*Assignment:* Search the data below, and report every line in which "MANUEL" occurs.

*Records for the exercise:*
• • • • • • •

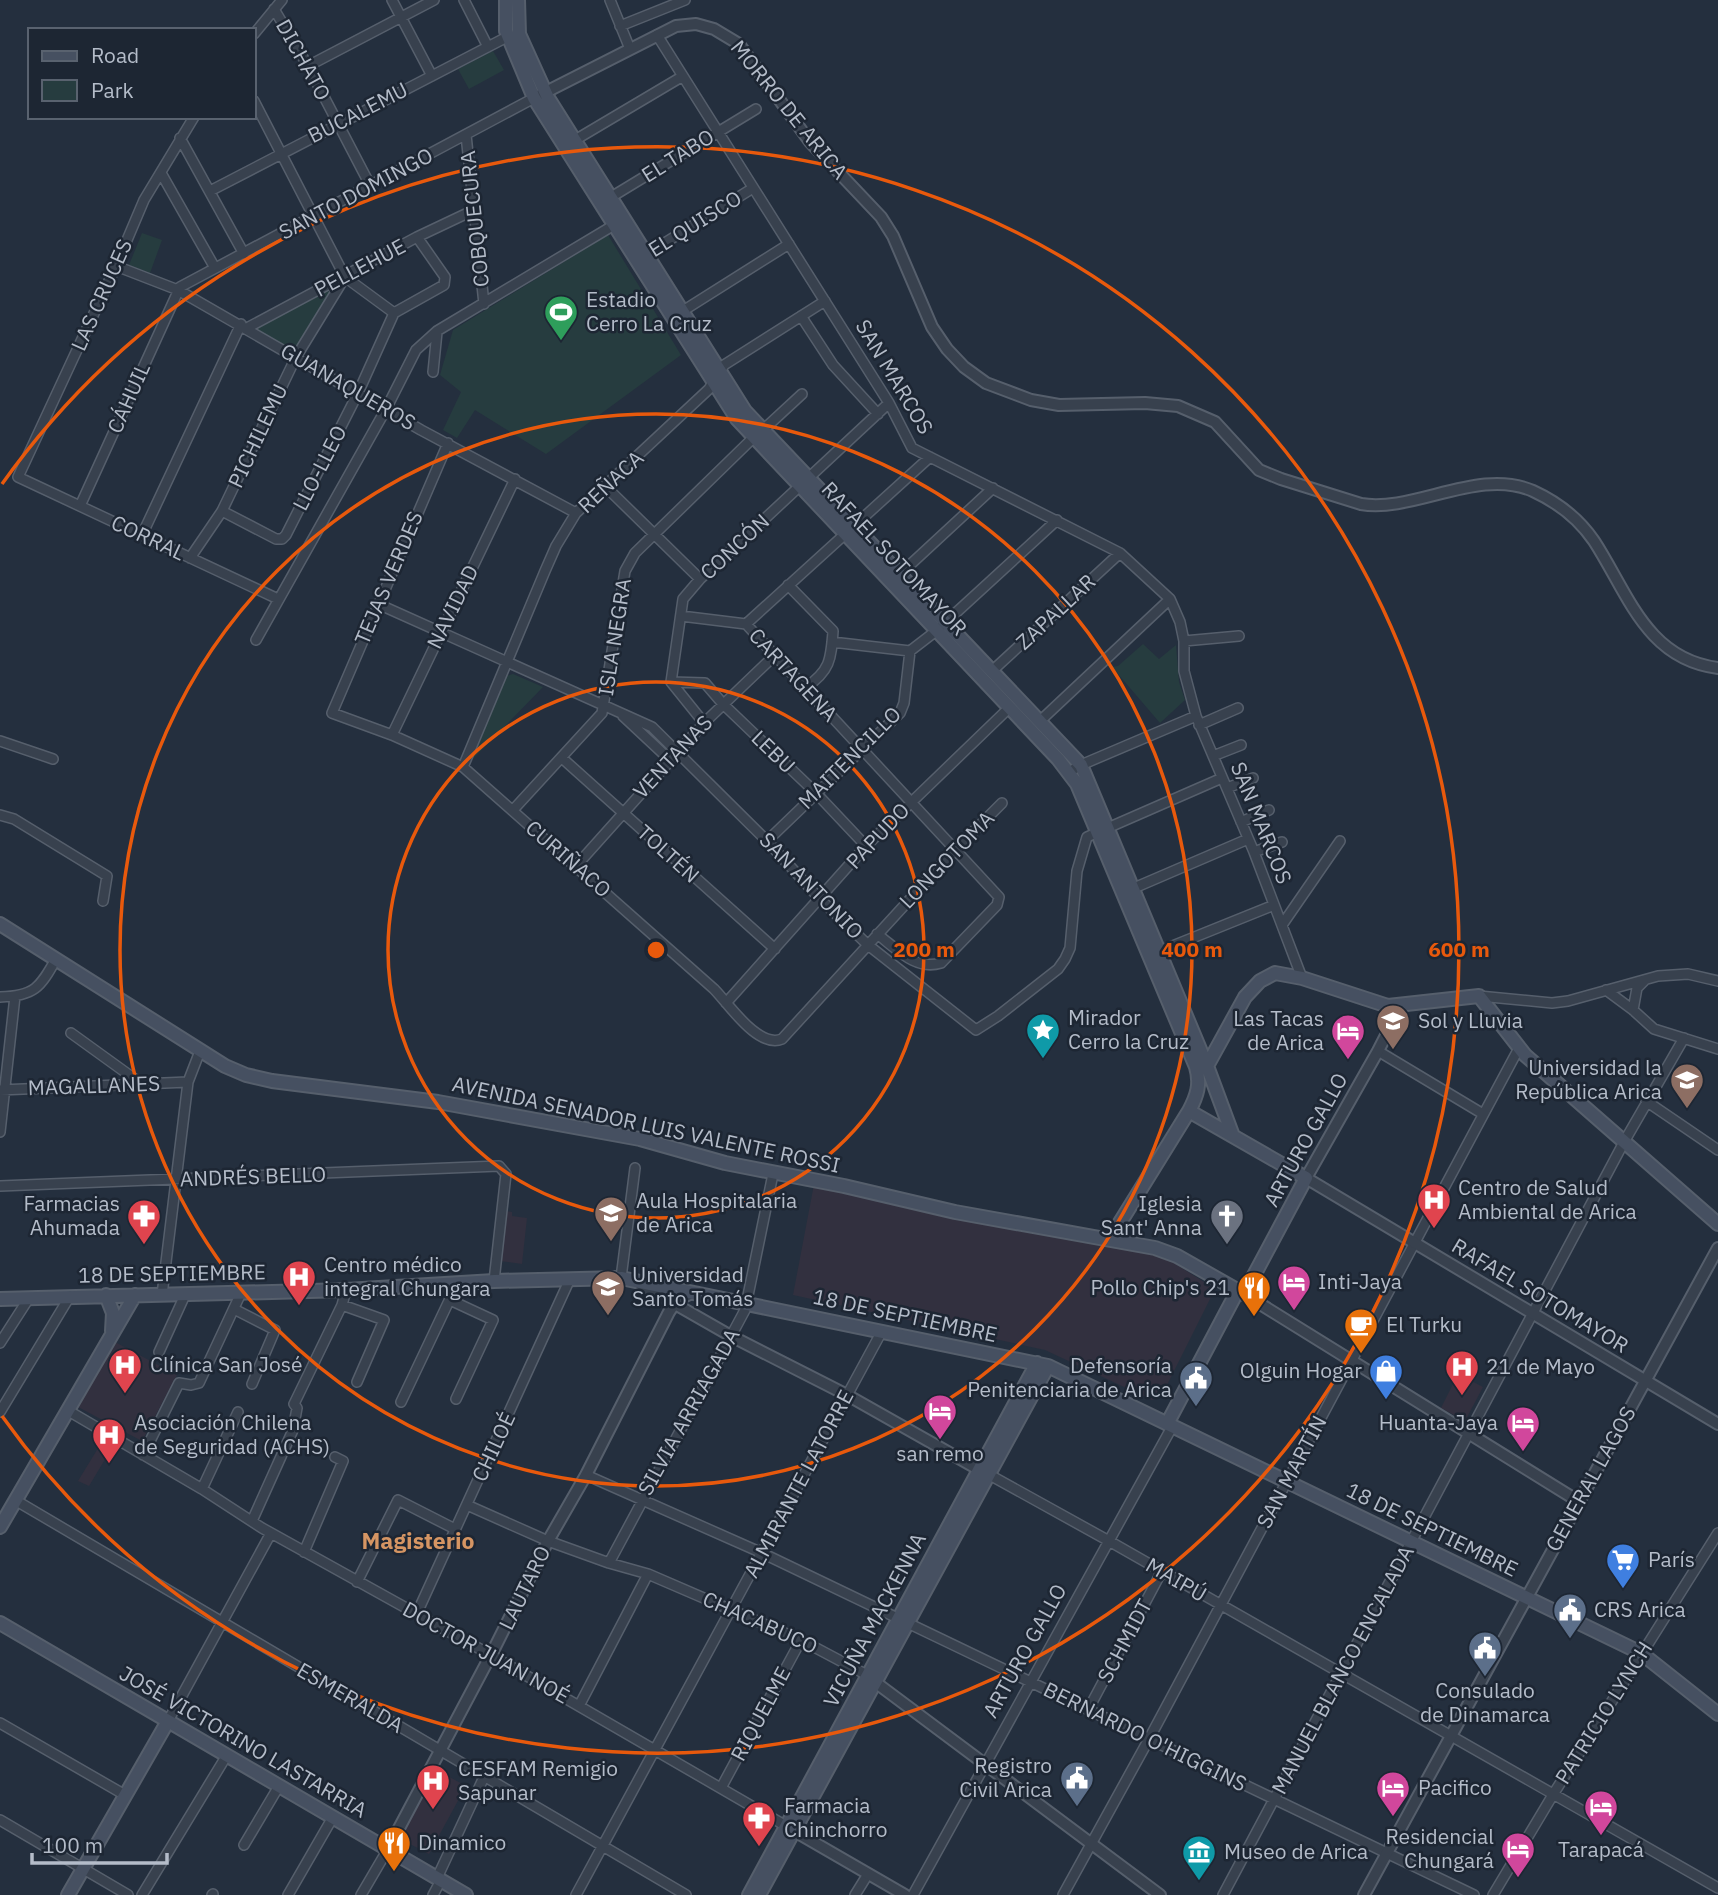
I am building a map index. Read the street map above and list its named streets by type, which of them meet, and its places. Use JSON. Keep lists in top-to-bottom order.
{
  "streets": {
    "main road": [
      "RAFAEL SOTOMAYOR",
      "AVENIDA SENADOR LUIS VALENTE ROSSI",
      "ARTURO GALLO",
      "18 DE SEPTIEMBRE",
      "VICUÑA MACKENNA",
      "JOSÉ VICTORINO LASTARRIA"
    ],
    "street": [
      "DICHATO",
      "MORRO DE ARICA",
      "BUCALEMU",
      "EL TABO",
      "SANTO DOMINGO",
      "COBQUECURA",
      "EL QUISCO",
      "PELLEHUE",
      "LAS CRUCES",
      "SAN MARCOS",
      "GUANAQUEROS",
      "CÁHUIL",
      "PICHILEMU",
      "LLO-LLEO",
      "REÑACA",
      "CORRAL",
      "CONCÓN",
      "TEJAS VERDES",
      "NAVIDAD",
      "ZAPALLAR",
      "ISLA NEGRA",
      "CARTAGENA",
      "LEBU",
      "VENTANAS",
      "MAITENCILLO",
      "PAPUDO",
      "TOLTÉN",
      "CURIÑACO",
      "LONGOTOMA",
      "SAN ANTONIO",
      "MAGALLANES",
      "ANDRÉS BELLO",
      "SILVIA ARRIAGADA",
      "CHILOÉ",
      "SAN MARTÍN",
      "GENERAL LAGOS",
      "ALMIRANTE LATORRE",
      "MAIPÚ",
      "LAUTARO",
      "CHACABUCO",
      "SCHMIDT",
      "DOCTOR JUAN NOÉ",
      "MANUEL BLANCO ENCALADA",
      "ESMERALDA",
      "PATRICIO LYNCH",
      "RIQUELME",
      "BERNARDO O'HIGGINS"
    ]
  },
  "crossings": [
    ["DICHATO", "BUCALEMU"],
    ["DICHATO", "SANTO DOMINGO"],
    ["MORRO DE ARICA", "SANTO DOMINGO"],
    ["MORRO DE ARICA", "SAN MARCOS"],
    ["MORRO DE ARICA", "RAFAEL SOTOMAYOR"],
    ["BUCALEMU", "RAFAEL SOTOMAYOR"],
    ["EL TABO", "SAN MARCOS"],
    ["EL TABO", "RAFAEL SOTOMAYOR"],
    ["SANTO DOMINGO", "COBQUECURA"],
    ["SANTO DOMINGO", "GUANAQUEROS"],
    ["SANTO DOMINGO", "CÁHUIL"],
    ["SANTO DOMINGO", "RAFAEL SOTOMAYOR"],
    ["COBQUECURA", "PELLEHUE"],
    ["EL QUISCO", "SAN MARCOS"],
    ["EL QUISCO", "RAFAEL SOTOMAYOR"],
    ["PELLEHUE", "GUANAQUEROS"],
    ["PELLEHUE", "PICHILEMU"],
    ["LAS CRUCES", "GUANAQUEROS"],
    ["LAS CRUCES", "CORRAL"],
    ["SAN MARCOS", "REÑACA"],
    ["SAN MARCOS", "CONCÓN"],
    ["SAN MARCOS", "ZAPALLAR"],
    ["GUANAQUEROS", "CÁHUIL"],
    ["GUANAQUEROS", "PICHILEMU"],
    ["GUANAQUEROS", "LLO-LLEO"],
    ["GUANAQUEROS", "REÑACA"],
    ["GUANAQUEROS", "TEJAS VERDES"],
    ["GUANAQUEROS", "NAVIDAD"],
    ["CÁHUIL", "CORRAL"],
    ["PICHILEMU", "LLO-LLEO"],
    ["PICHILEMU", "CORRAL"],
    ["REÑACA", "RAFAEL SOTOMAYOR"],
    ["REÑACA", "CURIÑACO"],
    ["REÑACA", "SAN ANTONIO"],
    ["CONCÓN", "RAFAEL SOTOMAYOR"],
    ["CONCÓN", "CARTAGENA"],
    ["CONCÓN", "LEBU"],
    ["RAFAEL SOTOMAYOR", "ZAPALLAR"],
    ["RAFAEL SOTOMAYOR", "ISLA NEGRA"],
    ["RAFAEL SOTOMAYOR", "PAPUDO"],
    ["RAFAEL SOTOMAYOR", "SAN ANTONIO"],
    ["RAFAEL SOTOMAYOR", "ARTURO GALLO"],
    ["RAFAEL SOTOMAYOR", "SAN MARTÍN"],
    ["RAFAEL SOTOMAYOR", "GENERAL LAGOS"],
    ["RAFAEL SOTOMAYOR", "MANUEL BLANCO ENCALADA"],
    ["TEJAS VERDES", "CURIÑACO"],
    ["TEJAS VERDES", "SAN ANTONIO"],
    ["NAVIDAD", "CURIÑACO"],
    ["NAVIDAD", "SAN ANTONIO"],
    ["ISLA NEGRA", "TOLTÉN"],
    ["ISLA NEGRA", "CURIÑACO"],
    ["ISLA NEGRA", "SAN ANTONIO"],
    ["CARTAGENA", "VENTANAS"],
    ["CARTAGENA", "MAITENCILLO"],
    ["CARTAGENA", "PAPUDO"],
    ["CARTAGENA", "LONGOTOMA"],
    ["CARTAGENA", "SAN ANTONIO"],
    ["LEBU", "VENTANAS"],
    ["LEBU", "MAITENCILLO"],
    ["LEBU", "PAPUDO"],
    ["VENTANAS", "TOLTÉN"],
    ["VENTANAS", "CURIÑACO"],
    ["VENTANAS", "SAN ANTONIO"],
    ["MAITENCILLO", "SAN ANTONIO"],
    ["PAPUDO", "TOLTÉN"],
    ["PAPUDO", "CURIÑACO"],
    ["PAPUDO", "SAN ANTONIO"],
    ["CURIÑACO", "LONGOTOMA"],
    ["LONGOTOMA", "SAN ANTONIO"],
    ["AVENIDA SENADOR LUIS VALENTE ROSSI", "SILVIA ARRIAGADA"],
    ["ARTURO GALLO", "18 DE SEPTIEMBRE"],
    ["ARTURO GALLO", "MAIPÚ"],
    ["ARTURO GALLO", "CHACABUCO"],
    ["ARTURO GALLO", "BERNARDO O'HIGGINS"],
    ["ANDRÉS BELLO", "18 DE SEPTIEMBRE"],
    ["18 DE SEPTIEMBRE", "SILVIA ARRIAGADA"],
    ["18 DE SEPTIEMBRE", "CHILOÉ"],
    ["18 DE SEPTIEMBRE", "SAN MARTÍN"],
    ["18 DE SEPTIEMBRE", "GENERAL LAGOS"],
    ["18 DE SEPTIEMBRE", "ALMIRANTE LATORRE"],
    ["18 DE SEPTIEMBRE", "MAIPÚ"],
    ["18 DE SEPTIEMBRE", "VICUÑA MACKENNA"],
    ["18 DE SEPTIEMBRE", "MANUEL BLANCO ENCALADA"],
    ["18 DE SEPTIEMBRE", "PATRICIO LYNCH"],
    ["SILVIA ARRIAGADA", "MAIPÚ"],
    ["SILVIA ARRIAGADA", "CHACABUCO"],
    ["SILVIA ARRIAGADA", "BERNARDO O'HIGGINS"],
    ["CHILOÉ", "CHACABUCO"],
    ["CHILOÉ", "DOCTOR JUAN NOÉ"],
    ["SAN MARTÍN", "MAIPÚ"],
    ["SAN MARTÍN", "CHACABUCO"],
    ["SAN MARTÍN", "BERNARDO O'HIGGINS"],
    ["GENERAL LAGOS", "MAIPÚ"],
    ["GENERAL LAGOS", "BERNARDO O'HIGGINS"],
    ["ALMIRANTE LATORRE", "MAIPÚ"],
    ["ALMIRANTE LATORRE", "CHACABUCO"],
    ["ALMIRANTE LATORRE", "DOCTOR JUAN NOÉ"],
    ["ALMIRANTE LATORRE", "ESMERALDA"],
    ["ALMIRANTE LATORRE", "BERNARDO O'HIGGINS"],
    ["MAIPÚ", "LAUTARO"],
    ["MAIPÚ", "VICUÑA MACKENNA"],
    ["MAIPÚ", "SCHMIDT"],
    ["MAIPÚ", "MANUEL BLANCO ENCALADA"],
    ["MAIPÚ", "PATRICIO LYNCH"],
    ["LAUTARO", "CHACABUCO"],
    ["LAUTARO", "DOCTOR JUAN NOÉ"],
    ["LAUTARO", "ESMERALDA"],
    ["LAUTARO", "BERNARDO O'HIGGINS"],
    ["LAUTARO", "JOSÉ VICTORINO LASTARRIA"],
    ["VICUÑA MACKENNA", "CHACABUCO"],
    ["VICUÑA MACKENNA", "DOCTOR JUAN NOÉ"],
    ["VICUÑA MACKENNA", "BERNARDO O'HIGGINS"],
    ["CHACABUCO", "RIQUELME"],
    ["SCHMIDT", "BERNARDO O'HIGGINS"],
    ["DOCTOR JUAN NOÉ", "RIQUELME"],
    ["MANUEL BLANCO ENCALADA", "BERNARDO O'HIGGINS"]
  ],
  "districts": ["Magisterio"],
  "places": {
    "sports": ["Estadio Cerro La Cruz"],
    "school or university": [
      "Sol y Lluvia",
      "Universidad la República Arica",
      "Aula Hospitalaria de Arica",
      "Universidad Santo Tomás"
    ],
    "place": ["Mirador Cerro la Cruz"],
    "hotel": [
      "Las Tacas de Arica",
      "Inti-Jaya",
      "san remo",
      "Huanta-Jaya",
      "Pacifico",
      "Tarapacá",
      "Residencial Chungará"
    ],
    "hospital": [
      "Centro de Salud Ambiental de Arica",
      "Centro médico integral Chungara",
      "Clínica San José",
      "21 de Mayo",
      "Asociación Chilena de Seguridad (ACHS)",
      "CESFAM Remigio Sapunar"
    ],
    "pharmacy": ["Farmacias Ahumada", "Farmacia Chinchorro"],
    "church": ["Iglesia Sant' Anna"],
    "restaurant": ["Pollo Chip's 21", "Dinamico"],
    "cafe": ["El Turku"],
    "shop": ["Olguin Hogar"],
    "public building": [
      "Defensoría Penitenciaria de Arica",
      "CRS Arica",
      "Consulado de Dinamarca",
      "Registro Civil Arica"
    ],
    "supermarket": ["París"],
    "museum": ["Museo de Arica"]
  },
  "legend": ["Road", "Park"],
  "scale_bar": "100 m",
  "rings": ["200 m", "400 m", "600 m"]
}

• • • • • • •

*Written solution:*
      "MANUEL BLANCO ENCALADA",
    ["RAFAEL SOTOMAYOR", "MANUEL BLANCO ENCALADA"],
    ["18 DE SEPTIEMBRE", "MANUEL BLANCO ENCALADA"],
    ["MAIPÚ", "MANUEL BLANCO ENCALADA"],
    ["MANUEL BLANCO ENCALADA", "BERNARDO O'HIGGINS"]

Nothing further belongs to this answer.